2015–2016: Debut with SF9 

In 2015, he was a part of pre-debut team, “Neoz School”, under FNC Entertainment as a member of the group called NEOZ. In May 2016, he participated as a member of "NEOZ Dance" in FNC Entertainment's survival show d.o.b (Dance or Band), competing against NEOZ Band (later known as Honeyst). "NEOZ Dance" won the competition with 51% of the votes and received the opportunity to debut. He debuted with group SF9 in October 2016 with the single "Fanfare".

2017–present: Solo activities, rising popularity 
His acting career in television series began with KBS2's School 2017 with a minor supporting role. After his appearance, he steadily began receiving bigger roles. In March 2018, he was confirmed to star in tvN's About Time as the female lead's brother. In July 2018, he was confirmed to star in SBS’s Where Stars Land in which he was nominated for the New Actor award.
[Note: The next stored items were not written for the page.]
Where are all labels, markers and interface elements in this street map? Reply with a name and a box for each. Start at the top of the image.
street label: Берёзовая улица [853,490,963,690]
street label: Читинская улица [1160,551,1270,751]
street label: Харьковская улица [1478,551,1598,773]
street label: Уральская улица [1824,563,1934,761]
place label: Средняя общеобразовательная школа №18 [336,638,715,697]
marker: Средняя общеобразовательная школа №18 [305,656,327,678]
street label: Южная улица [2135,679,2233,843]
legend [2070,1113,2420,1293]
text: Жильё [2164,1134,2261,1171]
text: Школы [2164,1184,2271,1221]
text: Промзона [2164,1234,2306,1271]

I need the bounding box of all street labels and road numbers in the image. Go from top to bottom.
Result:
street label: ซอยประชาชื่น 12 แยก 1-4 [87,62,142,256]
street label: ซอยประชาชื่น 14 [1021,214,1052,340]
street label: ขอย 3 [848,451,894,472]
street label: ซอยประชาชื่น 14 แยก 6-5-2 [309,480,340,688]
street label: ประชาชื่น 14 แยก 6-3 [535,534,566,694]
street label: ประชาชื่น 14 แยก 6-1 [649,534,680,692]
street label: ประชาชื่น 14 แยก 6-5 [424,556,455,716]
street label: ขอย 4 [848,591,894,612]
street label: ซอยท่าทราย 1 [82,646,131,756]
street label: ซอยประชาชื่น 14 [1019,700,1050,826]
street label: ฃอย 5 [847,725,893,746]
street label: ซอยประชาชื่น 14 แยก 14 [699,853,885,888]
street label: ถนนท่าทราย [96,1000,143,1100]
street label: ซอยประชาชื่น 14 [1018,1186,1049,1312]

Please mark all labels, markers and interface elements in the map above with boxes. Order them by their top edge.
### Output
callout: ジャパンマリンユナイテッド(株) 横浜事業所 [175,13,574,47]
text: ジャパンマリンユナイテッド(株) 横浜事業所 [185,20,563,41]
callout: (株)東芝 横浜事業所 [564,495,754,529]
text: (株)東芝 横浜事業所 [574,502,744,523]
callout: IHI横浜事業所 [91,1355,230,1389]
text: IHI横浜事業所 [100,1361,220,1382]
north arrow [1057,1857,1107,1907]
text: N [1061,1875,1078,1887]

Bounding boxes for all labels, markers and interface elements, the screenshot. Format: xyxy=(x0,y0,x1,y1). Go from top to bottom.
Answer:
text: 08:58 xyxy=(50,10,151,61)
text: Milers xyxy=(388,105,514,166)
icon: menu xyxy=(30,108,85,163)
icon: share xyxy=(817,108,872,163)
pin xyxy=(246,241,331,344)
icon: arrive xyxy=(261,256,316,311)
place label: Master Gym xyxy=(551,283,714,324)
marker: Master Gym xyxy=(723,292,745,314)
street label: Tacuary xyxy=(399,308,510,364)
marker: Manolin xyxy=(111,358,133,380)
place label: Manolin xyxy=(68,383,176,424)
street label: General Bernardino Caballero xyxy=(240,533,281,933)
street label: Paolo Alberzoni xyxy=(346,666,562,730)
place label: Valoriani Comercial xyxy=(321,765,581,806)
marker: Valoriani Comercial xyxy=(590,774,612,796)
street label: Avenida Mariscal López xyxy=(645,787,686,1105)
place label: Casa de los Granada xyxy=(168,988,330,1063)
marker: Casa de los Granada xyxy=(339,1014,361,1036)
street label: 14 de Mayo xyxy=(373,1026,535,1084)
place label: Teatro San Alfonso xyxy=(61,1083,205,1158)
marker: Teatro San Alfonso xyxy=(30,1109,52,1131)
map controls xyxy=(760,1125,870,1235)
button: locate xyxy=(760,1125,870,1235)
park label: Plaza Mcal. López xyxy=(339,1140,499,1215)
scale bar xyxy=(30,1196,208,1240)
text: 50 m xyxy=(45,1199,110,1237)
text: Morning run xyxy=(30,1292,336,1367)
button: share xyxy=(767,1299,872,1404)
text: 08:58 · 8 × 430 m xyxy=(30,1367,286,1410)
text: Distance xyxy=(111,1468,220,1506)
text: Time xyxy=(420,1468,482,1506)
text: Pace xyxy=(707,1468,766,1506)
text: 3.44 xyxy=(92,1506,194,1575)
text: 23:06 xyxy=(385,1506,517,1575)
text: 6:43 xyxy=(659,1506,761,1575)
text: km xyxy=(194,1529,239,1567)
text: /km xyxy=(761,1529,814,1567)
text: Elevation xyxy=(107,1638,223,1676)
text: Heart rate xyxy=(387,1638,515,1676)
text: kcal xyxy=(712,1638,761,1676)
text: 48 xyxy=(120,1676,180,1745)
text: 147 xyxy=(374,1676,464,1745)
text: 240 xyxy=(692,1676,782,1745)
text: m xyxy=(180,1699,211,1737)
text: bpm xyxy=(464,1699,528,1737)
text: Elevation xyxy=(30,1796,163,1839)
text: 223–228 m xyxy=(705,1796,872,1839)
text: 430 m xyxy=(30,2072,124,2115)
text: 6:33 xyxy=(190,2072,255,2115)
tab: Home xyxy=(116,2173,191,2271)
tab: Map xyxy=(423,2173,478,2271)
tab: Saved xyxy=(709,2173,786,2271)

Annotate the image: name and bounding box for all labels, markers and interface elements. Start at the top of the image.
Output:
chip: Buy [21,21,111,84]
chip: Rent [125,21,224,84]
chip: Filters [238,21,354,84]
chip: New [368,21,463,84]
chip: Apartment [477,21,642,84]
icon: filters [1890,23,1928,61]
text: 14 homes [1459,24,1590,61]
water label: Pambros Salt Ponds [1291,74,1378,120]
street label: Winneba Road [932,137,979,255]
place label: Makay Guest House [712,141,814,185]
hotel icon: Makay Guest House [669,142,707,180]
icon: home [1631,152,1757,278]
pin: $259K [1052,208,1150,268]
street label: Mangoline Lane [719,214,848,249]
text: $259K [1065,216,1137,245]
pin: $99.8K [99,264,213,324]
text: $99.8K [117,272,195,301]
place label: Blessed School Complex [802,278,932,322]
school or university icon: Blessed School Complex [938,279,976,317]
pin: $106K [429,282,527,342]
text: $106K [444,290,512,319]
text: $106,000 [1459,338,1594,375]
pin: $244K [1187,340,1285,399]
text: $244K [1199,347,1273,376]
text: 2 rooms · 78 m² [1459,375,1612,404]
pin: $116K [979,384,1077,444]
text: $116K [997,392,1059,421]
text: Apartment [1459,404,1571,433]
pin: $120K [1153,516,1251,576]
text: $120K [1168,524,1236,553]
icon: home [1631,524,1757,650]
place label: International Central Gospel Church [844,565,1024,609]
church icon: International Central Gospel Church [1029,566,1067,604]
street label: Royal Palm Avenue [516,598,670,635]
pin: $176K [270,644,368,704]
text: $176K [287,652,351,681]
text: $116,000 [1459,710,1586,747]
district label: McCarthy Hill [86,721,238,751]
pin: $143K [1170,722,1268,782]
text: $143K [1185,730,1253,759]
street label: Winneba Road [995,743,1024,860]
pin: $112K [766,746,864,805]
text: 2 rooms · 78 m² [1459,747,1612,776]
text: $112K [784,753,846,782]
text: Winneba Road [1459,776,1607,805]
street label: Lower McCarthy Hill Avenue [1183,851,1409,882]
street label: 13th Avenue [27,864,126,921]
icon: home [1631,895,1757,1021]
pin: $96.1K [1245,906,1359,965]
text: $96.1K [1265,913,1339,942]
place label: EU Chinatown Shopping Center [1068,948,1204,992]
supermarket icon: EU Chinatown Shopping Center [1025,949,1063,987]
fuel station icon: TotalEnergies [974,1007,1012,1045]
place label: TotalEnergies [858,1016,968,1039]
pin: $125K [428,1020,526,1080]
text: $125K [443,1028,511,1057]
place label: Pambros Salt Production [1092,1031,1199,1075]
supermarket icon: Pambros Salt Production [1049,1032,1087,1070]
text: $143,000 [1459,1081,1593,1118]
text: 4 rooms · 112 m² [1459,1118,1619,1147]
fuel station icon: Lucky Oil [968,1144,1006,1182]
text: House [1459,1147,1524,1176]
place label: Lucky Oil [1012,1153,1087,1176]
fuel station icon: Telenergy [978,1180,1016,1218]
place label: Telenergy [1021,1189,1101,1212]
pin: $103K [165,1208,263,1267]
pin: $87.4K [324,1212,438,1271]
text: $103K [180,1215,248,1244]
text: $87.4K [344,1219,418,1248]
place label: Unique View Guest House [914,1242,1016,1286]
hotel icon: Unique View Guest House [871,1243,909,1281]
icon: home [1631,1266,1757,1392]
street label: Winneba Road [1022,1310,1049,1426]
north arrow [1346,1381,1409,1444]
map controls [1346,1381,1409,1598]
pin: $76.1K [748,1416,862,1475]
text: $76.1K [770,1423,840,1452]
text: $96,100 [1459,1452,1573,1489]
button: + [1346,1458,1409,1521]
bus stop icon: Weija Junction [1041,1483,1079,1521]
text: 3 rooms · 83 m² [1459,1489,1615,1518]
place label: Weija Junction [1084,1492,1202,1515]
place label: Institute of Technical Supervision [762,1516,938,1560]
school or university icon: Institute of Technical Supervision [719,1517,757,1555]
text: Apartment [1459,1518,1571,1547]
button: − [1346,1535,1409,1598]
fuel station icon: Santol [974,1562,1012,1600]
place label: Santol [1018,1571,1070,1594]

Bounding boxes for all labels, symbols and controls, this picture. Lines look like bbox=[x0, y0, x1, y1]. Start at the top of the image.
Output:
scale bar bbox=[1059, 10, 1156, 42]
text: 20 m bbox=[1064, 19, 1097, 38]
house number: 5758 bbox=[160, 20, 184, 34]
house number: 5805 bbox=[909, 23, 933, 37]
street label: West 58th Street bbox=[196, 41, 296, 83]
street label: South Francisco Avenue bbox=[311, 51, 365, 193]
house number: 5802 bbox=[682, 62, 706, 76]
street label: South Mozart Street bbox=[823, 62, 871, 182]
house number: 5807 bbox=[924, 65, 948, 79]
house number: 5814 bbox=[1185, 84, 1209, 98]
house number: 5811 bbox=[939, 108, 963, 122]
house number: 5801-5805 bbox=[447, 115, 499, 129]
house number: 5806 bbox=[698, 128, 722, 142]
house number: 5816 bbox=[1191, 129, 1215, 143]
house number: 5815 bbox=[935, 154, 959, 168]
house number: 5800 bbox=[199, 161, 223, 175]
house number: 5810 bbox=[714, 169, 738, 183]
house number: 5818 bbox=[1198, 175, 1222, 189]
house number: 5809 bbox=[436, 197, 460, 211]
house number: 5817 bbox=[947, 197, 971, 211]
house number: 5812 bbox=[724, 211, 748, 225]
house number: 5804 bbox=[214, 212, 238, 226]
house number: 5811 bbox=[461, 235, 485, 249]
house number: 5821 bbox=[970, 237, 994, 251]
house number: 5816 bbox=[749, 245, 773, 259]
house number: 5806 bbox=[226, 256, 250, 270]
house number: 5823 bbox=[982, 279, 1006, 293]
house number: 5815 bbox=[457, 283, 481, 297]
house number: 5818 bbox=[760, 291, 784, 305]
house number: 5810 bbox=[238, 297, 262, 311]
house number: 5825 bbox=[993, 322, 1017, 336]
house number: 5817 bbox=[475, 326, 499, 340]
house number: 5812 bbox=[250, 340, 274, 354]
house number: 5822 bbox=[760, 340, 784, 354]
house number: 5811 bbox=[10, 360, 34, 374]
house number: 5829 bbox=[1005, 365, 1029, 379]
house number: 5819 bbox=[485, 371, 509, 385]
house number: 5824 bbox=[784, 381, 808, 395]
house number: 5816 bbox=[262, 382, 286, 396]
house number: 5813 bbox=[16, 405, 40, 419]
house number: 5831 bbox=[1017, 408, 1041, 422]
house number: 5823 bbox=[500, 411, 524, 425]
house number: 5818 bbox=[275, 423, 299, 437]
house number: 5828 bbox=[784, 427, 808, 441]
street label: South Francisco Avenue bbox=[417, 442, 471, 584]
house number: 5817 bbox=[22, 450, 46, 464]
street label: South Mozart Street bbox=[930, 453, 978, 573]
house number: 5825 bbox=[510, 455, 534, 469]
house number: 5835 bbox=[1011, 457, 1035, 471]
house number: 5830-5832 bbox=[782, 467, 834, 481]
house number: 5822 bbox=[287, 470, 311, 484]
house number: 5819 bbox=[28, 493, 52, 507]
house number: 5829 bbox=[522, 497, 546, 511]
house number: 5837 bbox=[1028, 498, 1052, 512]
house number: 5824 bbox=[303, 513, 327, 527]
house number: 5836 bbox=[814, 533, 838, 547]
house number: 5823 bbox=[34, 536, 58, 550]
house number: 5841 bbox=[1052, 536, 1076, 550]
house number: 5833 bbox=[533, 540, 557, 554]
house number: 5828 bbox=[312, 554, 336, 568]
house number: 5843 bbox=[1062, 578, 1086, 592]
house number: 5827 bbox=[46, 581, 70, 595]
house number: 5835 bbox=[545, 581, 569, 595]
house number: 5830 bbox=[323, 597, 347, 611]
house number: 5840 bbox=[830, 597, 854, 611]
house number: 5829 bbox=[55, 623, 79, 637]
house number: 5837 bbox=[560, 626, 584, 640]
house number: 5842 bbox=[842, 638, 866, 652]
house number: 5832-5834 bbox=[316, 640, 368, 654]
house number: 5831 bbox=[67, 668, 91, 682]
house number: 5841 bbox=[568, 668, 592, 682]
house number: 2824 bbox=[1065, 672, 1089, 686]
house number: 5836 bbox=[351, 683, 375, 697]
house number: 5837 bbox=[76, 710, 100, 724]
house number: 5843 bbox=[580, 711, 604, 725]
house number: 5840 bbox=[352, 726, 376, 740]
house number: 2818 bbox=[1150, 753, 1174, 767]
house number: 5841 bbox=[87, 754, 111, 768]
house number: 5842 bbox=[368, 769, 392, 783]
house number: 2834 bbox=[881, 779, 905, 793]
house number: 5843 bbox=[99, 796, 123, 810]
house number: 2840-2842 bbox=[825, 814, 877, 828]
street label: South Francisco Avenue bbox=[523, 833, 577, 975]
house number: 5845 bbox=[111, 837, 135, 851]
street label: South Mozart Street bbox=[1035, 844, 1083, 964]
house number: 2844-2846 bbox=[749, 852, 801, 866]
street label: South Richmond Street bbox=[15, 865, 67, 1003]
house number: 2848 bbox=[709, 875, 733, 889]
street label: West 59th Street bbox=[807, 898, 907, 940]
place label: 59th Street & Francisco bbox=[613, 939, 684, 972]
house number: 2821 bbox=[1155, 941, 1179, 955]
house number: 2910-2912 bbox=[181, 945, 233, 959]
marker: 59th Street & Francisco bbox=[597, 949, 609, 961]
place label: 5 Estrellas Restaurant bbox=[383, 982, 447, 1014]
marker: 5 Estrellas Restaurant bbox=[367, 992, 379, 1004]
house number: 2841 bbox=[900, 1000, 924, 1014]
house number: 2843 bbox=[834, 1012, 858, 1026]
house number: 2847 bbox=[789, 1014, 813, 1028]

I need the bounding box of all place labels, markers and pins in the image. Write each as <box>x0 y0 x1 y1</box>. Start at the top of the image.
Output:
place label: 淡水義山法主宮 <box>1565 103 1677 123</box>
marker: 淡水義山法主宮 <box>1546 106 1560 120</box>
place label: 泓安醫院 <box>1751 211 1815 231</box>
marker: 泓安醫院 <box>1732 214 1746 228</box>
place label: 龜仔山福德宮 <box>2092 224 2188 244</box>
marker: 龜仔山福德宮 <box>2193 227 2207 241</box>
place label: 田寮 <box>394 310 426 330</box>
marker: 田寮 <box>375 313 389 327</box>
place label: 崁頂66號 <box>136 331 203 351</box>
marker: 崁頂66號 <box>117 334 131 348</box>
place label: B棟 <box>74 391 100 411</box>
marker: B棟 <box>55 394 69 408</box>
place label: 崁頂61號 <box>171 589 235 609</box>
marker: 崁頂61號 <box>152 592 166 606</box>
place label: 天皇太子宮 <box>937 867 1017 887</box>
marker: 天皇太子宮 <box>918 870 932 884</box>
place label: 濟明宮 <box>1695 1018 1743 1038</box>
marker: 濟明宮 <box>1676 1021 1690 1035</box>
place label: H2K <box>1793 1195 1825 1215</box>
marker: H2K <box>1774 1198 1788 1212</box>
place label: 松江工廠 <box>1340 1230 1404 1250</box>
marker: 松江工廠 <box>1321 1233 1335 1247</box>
On May 9, 2019, Rowoon was confirmed to be the male lead in MBC's school fantasy drama, Extraordinary You based on the hit Daum webtoon July Found by Chance. After receiving the role of Haru, Rowoon’s popularity skyrocketed, launching him into stardom. He was nominated at the MBC Drama Awards with fellow costars, Kim Hyeyoon and Lee Jaewook, for Best Couple, and was awarded with Best New Actor. On May 10, 2019, Rowoon was featured in NC.A's music video, "밤바람" (Awesome Breeze).

In January 2020, Rowoon was selected as the new model for makeup brand KLAVUU. In April, it was revealed that he would be the voice of Branch in the Korean dub of the animated movie Trolls World Tour. Later that month, Rowoon was selected as the new brand ambassador for Gong Cha Korea. On May 25, 2020, FNC Entertainment confirmed that Rowoon will star in upcoming JTBC drama She Would Never Know, based on the webtoon of the same name. The drama began airing in January 2021. On August 18, 2020, it was announced that Rowoon was selected as the new brand ambassador for The North Face White Label 2020 Fall/Winter collection. 

In 2021, Rowoon starred as the male lead in the historical drama The King's Affection which premiered in October 2021. On July 1, 2021, Rowoon was selected as the new model for cosmetic brand Estée Lauder. In late 2021, Rowoon became an MC for KBS Song Festival along with ASTRO's Cha Eun-woo and Kim Seol-hyun.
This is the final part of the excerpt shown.